Not so much a “novel” in the true sense of the word (in that it contained a single, long-form, story with a definitive beginning, middle, and end), the book actually deliver a quartet of stories that were inter-related tales all linked together by a single theme. All four stories (A Contract with God, The Super, The Street Singer, and Cookalein) occur around a specific (if fictional) tenement building in the Bronx (55 Dropsie Avenue). The fourth Cookalein, actually begins and ends there, but mostly occurring in the Borscht Belt of the Catskill Mountains were many New York City Jews spent the summers.

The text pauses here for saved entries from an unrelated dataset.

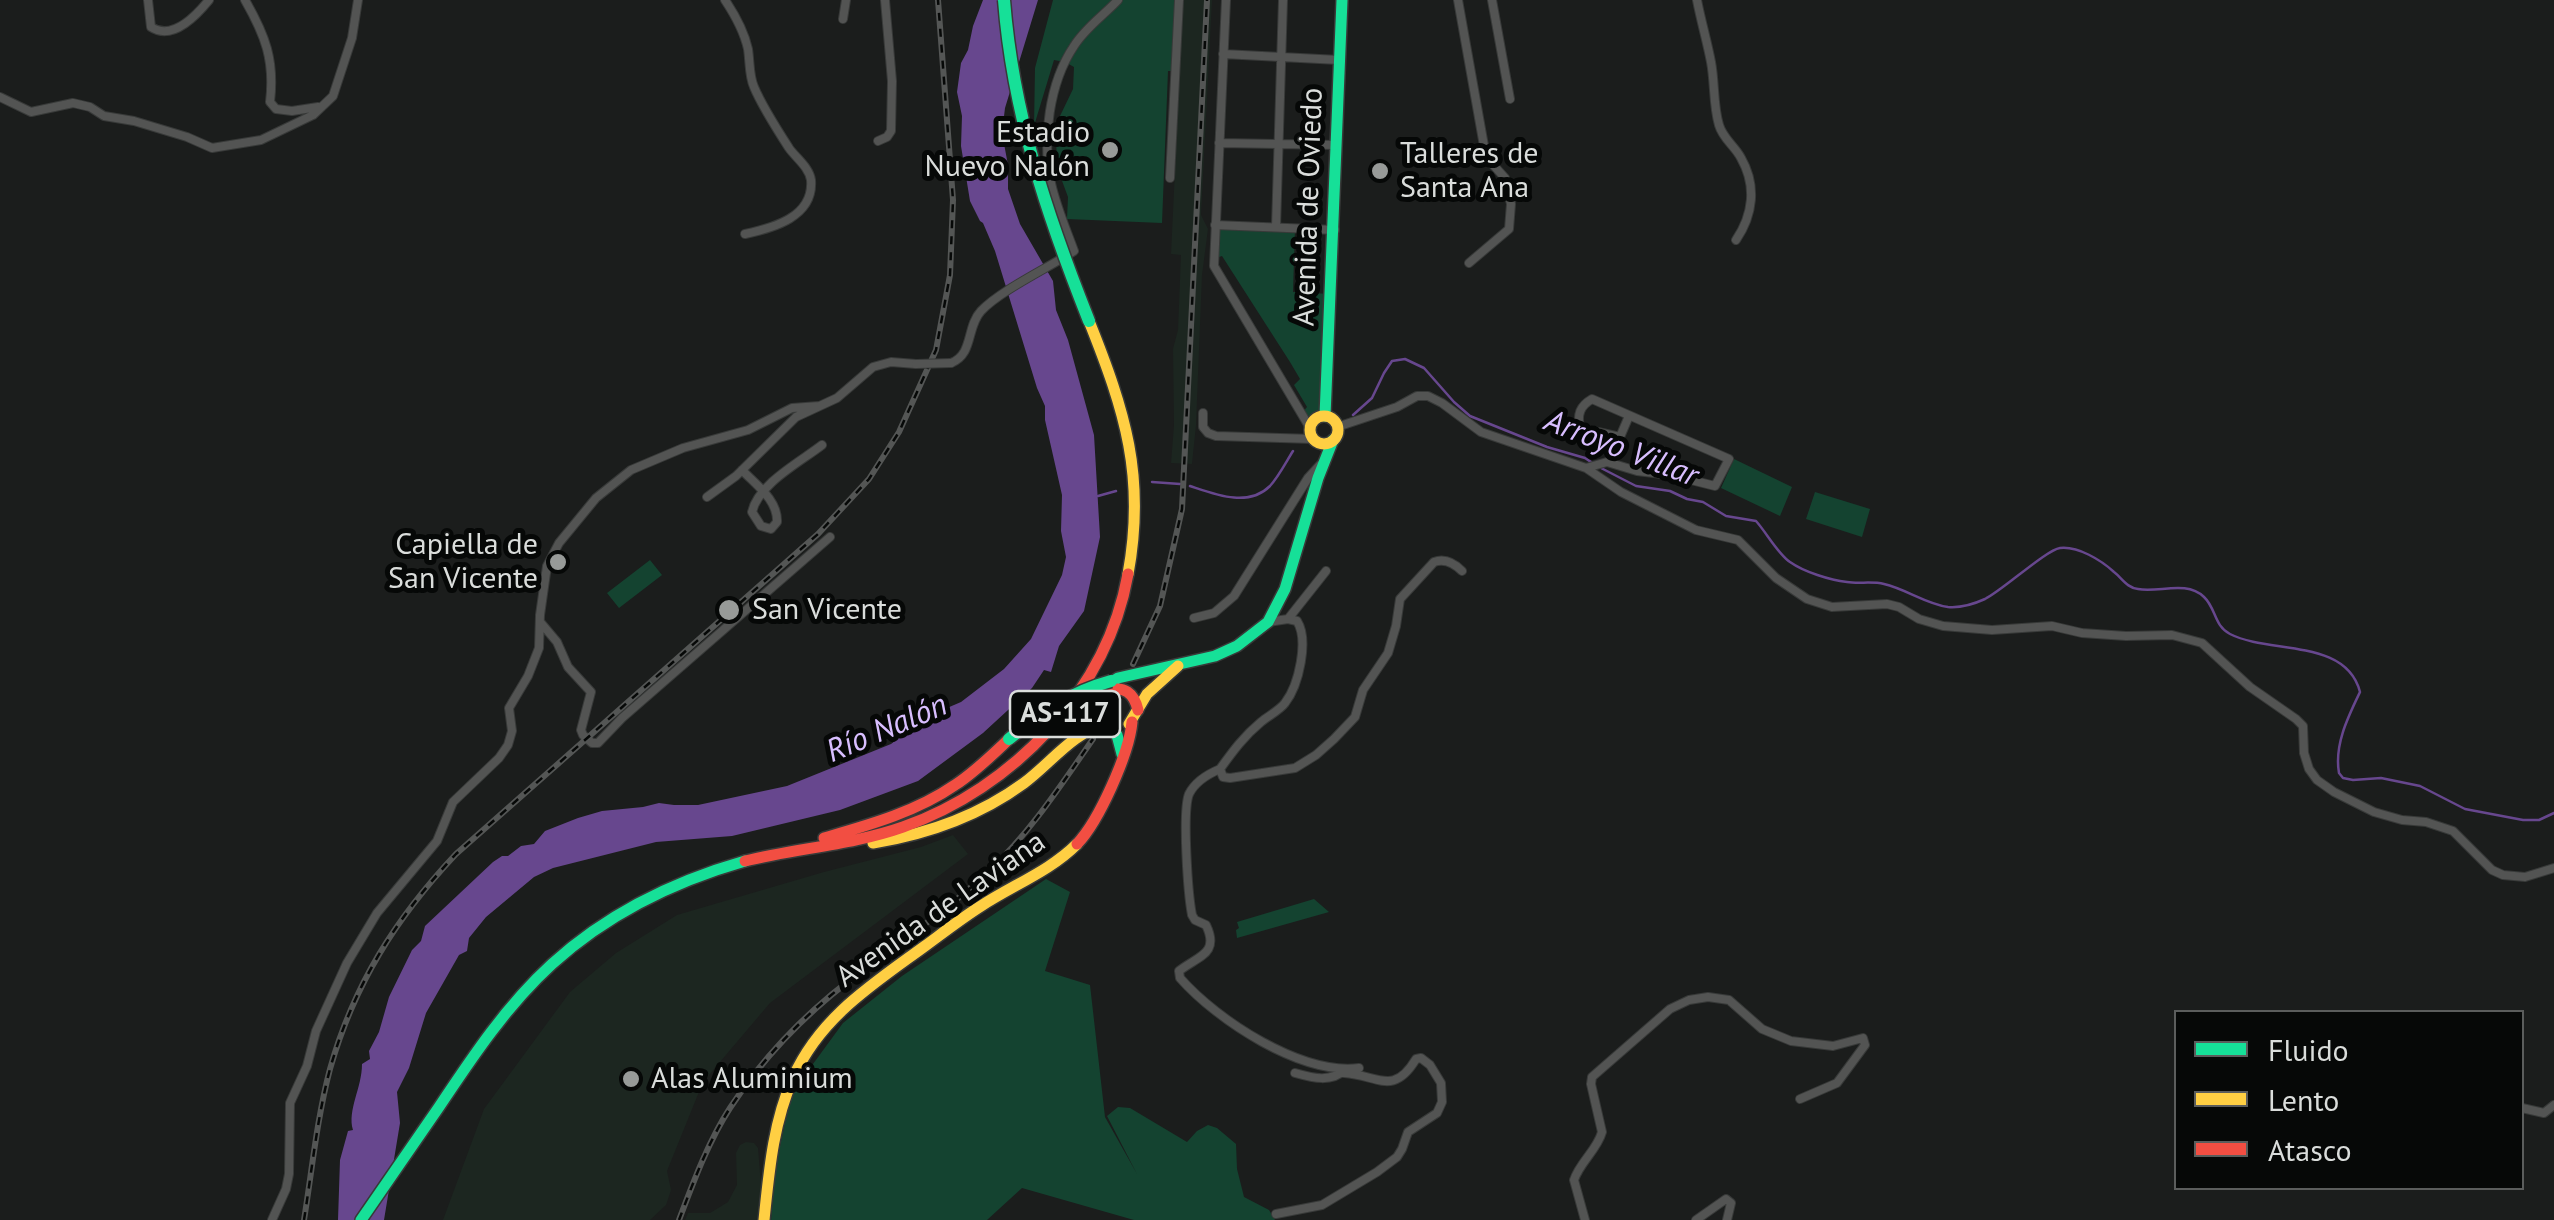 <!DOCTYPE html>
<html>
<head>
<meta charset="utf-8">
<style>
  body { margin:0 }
  #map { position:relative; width:2554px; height:1220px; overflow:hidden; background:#1b1d1c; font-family:"PT Sans",sans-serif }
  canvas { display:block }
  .legend { position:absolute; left:2174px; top:1010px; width:350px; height:180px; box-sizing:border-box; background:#060807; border:2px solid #5b5d5c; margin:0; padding:12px 18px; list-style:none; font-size:30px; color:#dadddb }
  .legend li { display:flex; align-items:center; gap:20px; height:50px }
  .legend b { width:50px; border:2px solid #5b5d5c }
</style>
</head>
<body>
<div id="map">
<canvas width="2554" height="1220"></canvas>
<ul class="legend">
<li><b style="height:12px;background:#16e098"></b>Fluido</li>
<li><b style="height:12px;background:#ffcf43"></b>Lento</li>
<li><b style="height:12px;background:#f24e42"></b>Atasco</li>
</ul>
</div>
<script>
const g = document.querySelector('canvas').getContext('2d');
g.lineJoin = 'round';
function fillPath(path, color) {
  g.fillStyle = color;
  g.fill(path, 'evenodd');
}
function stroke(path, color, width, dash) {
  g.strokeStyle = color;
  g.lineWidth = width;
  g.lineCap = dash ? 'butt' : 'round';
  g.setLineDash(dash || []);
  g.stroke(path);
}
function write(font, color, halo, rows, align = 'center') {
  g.font = font + ' "PT Sans",sans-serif';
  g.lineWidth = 10;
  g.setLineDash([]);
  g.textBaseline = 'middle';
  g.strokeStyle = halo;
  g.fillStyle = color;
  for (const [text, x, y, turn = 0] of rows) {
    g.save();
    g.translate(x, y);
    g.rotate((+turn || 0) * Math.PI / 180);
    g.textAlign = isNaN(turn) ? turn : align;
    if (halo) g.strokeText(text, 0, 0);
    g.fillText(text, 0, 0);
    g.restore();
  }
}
const built = new Path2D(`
  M1183,0H1212L1201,215L1208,229L1202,275L1196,425L1192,464L1171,463L1174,425L1173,349L1178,330L1181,255L1171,254Z
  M953,835L968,854L770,1003L703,1082L667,1171L671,1190L666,1205L650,1220H443L484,1109L570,992L616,953L677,915L824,872L921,847Z
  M746,1142L754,1143L758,1148L761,1185L757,1220H685L688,1213H710L728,1202L737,1185L736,1153L740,1145Z`);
const green = new Path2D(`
  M1053,0H1179L1175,71H1168L1162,223L1067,219L1068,197L1058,170L1056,143L1060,116L1073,89L1074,67L1065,62L1054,60L1034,126L1035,68Z
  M1215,225L1295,228L1293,292L1330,294L1320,416L1315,419L1302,413L1307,407L1294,385L1300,379L1290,362L1222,256L1213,259Z
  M1734,459L1792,487L1780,516L1721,488Z
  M1815,492L1870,509L1862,537L1806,519Z
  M650,560L662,575L619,608L607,593Z
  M1046,879L1070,892L1045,971L1090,985L1105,1117L1137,1174L1107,1116L1118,1107L1130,1108L1187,1142L1197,1131L1208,1125L1217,1128L1236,1144L1237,1169L1244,1197L1269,1210L1275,1220H1134L1022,1188L987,1220H771L775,1170L791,1094L843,1023L902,976Z
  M1314,899L1329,912L1237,938L1236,930L1239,928L1237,922Z`);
const water = new Path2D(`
  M983,0H1038L1005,108L1002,133L1008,165V189L1020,224L1053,281L1056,310L1068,340L1094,435L1100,537L1084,611L1059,646L1051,672L1044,670L1032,688L983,733L918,781L840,810L732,836L656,842L553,868L534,877L486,917L469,938L467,951L459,955L426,1013L409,1068L397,1092L400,1123L384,1220H338L340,1160L348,1131L353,1130C347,1110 362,1088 362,1064L370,1059L369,1051L379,1032L389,997L412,950L421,941L425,926L493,862L502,856H508L521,846L534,844L545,831L578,818L602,811L643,807L659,803L674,805H698L787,786L891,744L926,717L961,702L1004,669L1031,639L1062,575L1066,557L1061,531L1062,495L1045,420V406L1037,388L995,251L983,223L980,221L970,201L961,146L962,116L957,92L961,63L968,50L973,26Z`);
const stream = new Path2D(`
  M1353,415L1372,398L1384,373L1392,361L1405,359L1424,368L1454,402L1470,416L1547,447L1585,458L1594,464
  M1601,468L1636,486L1670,491L1687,499L1703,502L1726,516L1756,521C1766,532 1778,554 1790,562C1804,572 1830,580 1847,582C1859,584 1872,581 1884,584C1906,589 1926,604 1948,607C1960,608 1974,604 1985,599C2003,590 2046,550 2060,548C2078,546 2101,560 2114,572C2122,578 2127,588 2138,589C2159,593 2186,580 2204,597C2216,608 2214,626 2230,634C2269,654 2346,638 2360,692C2348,717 2334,745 2339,773L2343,778L2353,780L2381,778L2420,786L2465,809L2523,820H2539L2554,813
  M1152,482L1180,484
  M1190,486C1214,494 1248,508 1270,486C1279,476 1286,462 1293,451
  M1098,496L1116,491`);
const street = new Path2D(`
  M148,0L151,27C172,41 196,16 209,0
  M245,0C265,35 275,60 270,102L276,109L292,111L318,107
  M725,0C735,15 744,31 748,49C750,62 749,76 754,87C762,106 778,131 789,148C796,158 809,167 811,180C814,217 773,228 745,234
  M1226,0L1214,266L1310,428
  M1458,0L1486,157L1505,178L1511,204L1509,229L1469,263
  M1492,0L1510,99
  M1697,0C1701,21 1707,41 1711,62C1715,83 1713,105 1719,125C1723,139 1735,146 1741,158C1757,186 1753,215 1736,240
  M843,19L846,0
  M1223,54L1339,60
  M0,97L31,112L73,103L90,107L104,116L134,121L187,137L212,148L261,140L313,115L333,96L352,38L358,0
  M878,141L887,137L891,131L892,81L885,0
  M1219,143L1337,145
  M1170,178L1179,0
  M1215,225L1335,230
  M1276,227L1283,0
  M951,363C974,354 966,327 981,311C1001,290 1048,268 1074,251C1066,229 1056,206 1051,183C1042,140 1049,83 1074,46C1085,28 1104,15 1118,0
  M1203,413V427L1208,433L1216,436L1313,439
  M1337,427L1397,407L1417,396H1428L1442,403L1481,432L1586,468L1621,492L1696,530L1738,540L1776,578L1807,599L1832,607L1887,604L1899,607L1919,619L1943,626L1992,630L2052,626L2082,633L2126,636L2172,635L2202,643L2250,687L2296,719L2303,726L2304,753L2309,769L2317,780L2334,792L2374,812L2402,820L2426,822L2453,831L2492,870L2503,875L2525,877L2554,868
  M1586,468L1607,462L1637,471L1671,475L1715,486L1729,459L1592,399C1580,406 1577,414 1580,428L1620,437L1629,416
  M742,470C756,485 778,500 777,522L771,529L761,526L752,512C758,484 800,462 822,445
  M707,497L736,476L796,417L837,398L873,367L891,362L916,364
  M1194,618L1214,613L1234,596L1308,478L1320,465
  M1288,619L1297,621C1309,640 1299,685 1285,703C1280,710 1268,716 1261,722C1244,736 1233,751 1220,769L1223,777L1230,778L1295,768L1316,755L1334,739L1355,717L1363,690L1388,653L1396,626L1400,599L1434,562C1445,558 1455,564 1462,571
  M1268,622L1288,619L1326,571
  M541,623L557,642L568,667L591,692L581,730L583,735L592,743H598L622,718L830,537
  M1220,769C1208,774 1195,782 1189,794C1182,812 1188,894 1192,915L1195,920L1206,925C1220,954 1198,956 1179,971L1180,978C1218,1021 1301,1075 1359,1068
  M1295,1073C1313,1078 1331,1083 1346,1069
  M2522,1108L2544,1113L2554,1105
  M1276,1214L1322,1205L1377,1172L1397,1157L1402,1149L1408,1132L1437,1113L1442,1102L1441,1083L1430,1065L1421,1058L1416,1059C1393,1097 1378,1075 1344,1073
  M272,1220L286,1189L289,1174L290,1103L307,1066L316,1031L347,963L377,913L437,841L453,802L499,758L508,745L512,731L509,708L528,676L539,648L540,615L547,566L559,543L596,498L631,470L683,448L748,430L792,408L819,406
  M1585,1220L1574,1180C1580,1162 1597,1150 1602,1132L1591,1084L1592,1077L1670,1009L1689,1000L1708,997L1729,1000L1762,1029L1791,1041L1833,1046L1863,1038L1865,1045L1837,1083L1800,1099
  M1696,1220L1726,1199L1731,1203L1727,1220`);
const fast = new Path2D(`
  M1325,416L1342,0
  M1122,754L1117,735L1099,715C1098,699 1104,686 1118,678L1215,656L1237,646L1268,622L1285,589L1318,478L1333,440
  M361,1220C387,1182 413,1145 439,1107C473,1056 507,1005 552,964C607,914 675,881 745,861`);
const slow = new Path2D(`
  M1089,321C1125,411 1146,477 1128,574
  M1310 430a14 14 0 1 1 28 0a14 14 0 1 1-28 0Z
  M1129,724L1147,694L1178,666
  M873,843C928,834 979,816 1024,783C1051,763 1073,732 1106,724
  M764,1220C769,1172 773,1123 793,1078C820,1017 873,984 925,946C944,932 962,918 981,906C1013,885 1050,871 1077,844`);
const jam = new Path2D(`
  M1107,691C1124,685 1134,693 1138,710
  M824,838C869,825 916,812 955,785C975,772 992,755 1009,739
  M1077,844C1099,821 1129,754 1132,722
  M745,861C797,848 852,845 903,827C1013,788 1107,691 1128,574`);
const rail = new Path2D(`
  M1133,664L1160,606L1182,509L1207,0
  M304,1220C312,1170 317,1118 330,1069C354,984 396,918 456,854L818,534L869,479L899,432L936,350L950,275L953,200L938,0
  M679,1220C693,1183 708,1142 730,1108C762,1059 803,1016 850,980C896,944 946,912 989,871C1030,833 1061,785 1093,739`);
const streetBridge = new Path2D(`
  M916,364L951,363`);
const fastBridge = new Path2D(`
  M1004,0C1013,115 1047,215 1089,321
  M1009,739C1041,712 1071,692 1111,681`);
const markers = [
  [1110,150,10,"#979a98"],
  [1380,171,10,"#979a98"],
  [558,562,10,"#979a98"],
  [729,610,12,"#979a98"],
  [631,1079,10,"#979a98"]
];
const shields = [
  [1065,714,110]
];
const shieldNames = [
  ["AS-117",1065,714]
];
const poiNames = [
  ["Estadio",1090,133,"right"],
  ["Nuevo Nalón",1090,167,"right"],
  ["Talleres de",1400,154],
  ["Santa Ana",1400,188],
  ["Capiella de",538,545,"right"],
  ["San Vicente",538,579,"right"],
  ["San Vicente",752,610],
  ["Alas Aluminium",651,1079]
];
const streetNames = [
  ["Avenida de Oviedo",1309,207,-88],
  ["Avenida de Laviana",941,910,-35]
];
const waterNames = [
  ["Arroyo Villar",1621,449,21],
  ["Río Nalón",887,729,-23]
];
fillPath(built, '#1c2620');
fillPath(green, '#144330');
fillPath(water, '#67478e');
stroke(stream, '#67478e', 2.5);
stroke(street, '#383a39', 10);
stroke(fast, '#383a39', 14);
stroke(slow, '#383a39', 14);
stroke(jam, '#383a39', 14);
stroke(street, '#535453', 8);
stroke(fast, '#16e098', 11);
stroke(slow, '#ffcf43', 11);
stroke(jam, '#f24e42', 11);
stroke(rail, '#545655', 6);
stroke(rail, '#060807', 2.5, [8]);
stroke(streetBridge, '#383a39', 10, []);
stroke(fastBridge, '#383a39', 15, []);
stroke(streetBridge, '#535453', 8);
stroke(fastBridge, '#16e098', 12);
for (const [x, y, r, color] of markers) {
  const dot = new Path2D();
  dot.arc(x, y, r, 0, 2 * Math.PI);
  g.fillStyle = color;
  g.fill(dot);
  stroke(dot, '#060807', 4);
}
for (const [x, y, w] of shields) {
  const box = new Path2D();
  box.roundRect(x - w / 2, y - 23, w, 46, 8);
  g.fillStyle = '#060807';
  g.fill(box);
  stroke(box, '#dadddb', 2.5);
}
write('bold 28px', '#dadddb', null, shieldNames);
write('30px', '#dadddb', '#060807', poiNames, 'left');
write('30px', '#dadddb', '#060807', streetNames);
write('italic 32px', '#d8beff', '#060807', waterNames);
</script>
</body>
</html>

Even though no mainstream publisher was interested in the book, Baronet Books picked it up and published it in both hardcover and trade paperback editions. The book remained in print for 22 years until, in 2000, DC Comics acquired the rights to the book and, for the first time was published by a mainstream publisher. It has been translated into six languages (including Yiddish) and is considered by many to be a one of the cornerstones on which the comicbook industry rests.
A Contract with God
The stories in the book are all semi-autobiographical, with Eisner heavily drawing upon his own childhood experiences as well as those of his contemporaries growing up in the Bronx during the early 1900s. Drawing upon his talents for not only intricate design, but expressive lettering, and cartoonish figures, Eisner links the four narratives through their common setting as well as the common theme of immigrant and first-generation experiences, in New York.
The first thing that readers will notice about the book is that, instead of several panels per page as in modern graphic novels and comics, many pages are either a single illustration or several illustrations or panels not so much bordered or “contained” by various panels, but cast about the page in an almost but not quite haphazard fashion, so as to direct the reader’s eye in a specific path so that each story flows from page to page.
Celebrating Eisner
Upon enveloping oneself in the book readers will come away with a wonderful look back into the beginnings of this, wholly unique, and thoroughly American form of entertainment. The writing and illustrations display the very building blocks of this industry (much of which seems to have been lost if one were to look at most of what passes for comics these days). Still, beyond the beauty of the illustrations and the poetry of the words themselves, each of the stories harkens back to a time of both neighborhood, and a piece of Americana that doesn’t seem to exist anymore.
The simplicity found in each of the four stories in the graphic novel is not only pure Eisner, but truly delightful to read. If you have not read this book, or if you have read it and it is somewhere on a shelf in your den, you truly owe it to yourself to buy it today (or pull it off the shelf), and immerse yourself in the wonderful world of Will Eisner’s beloved New York City.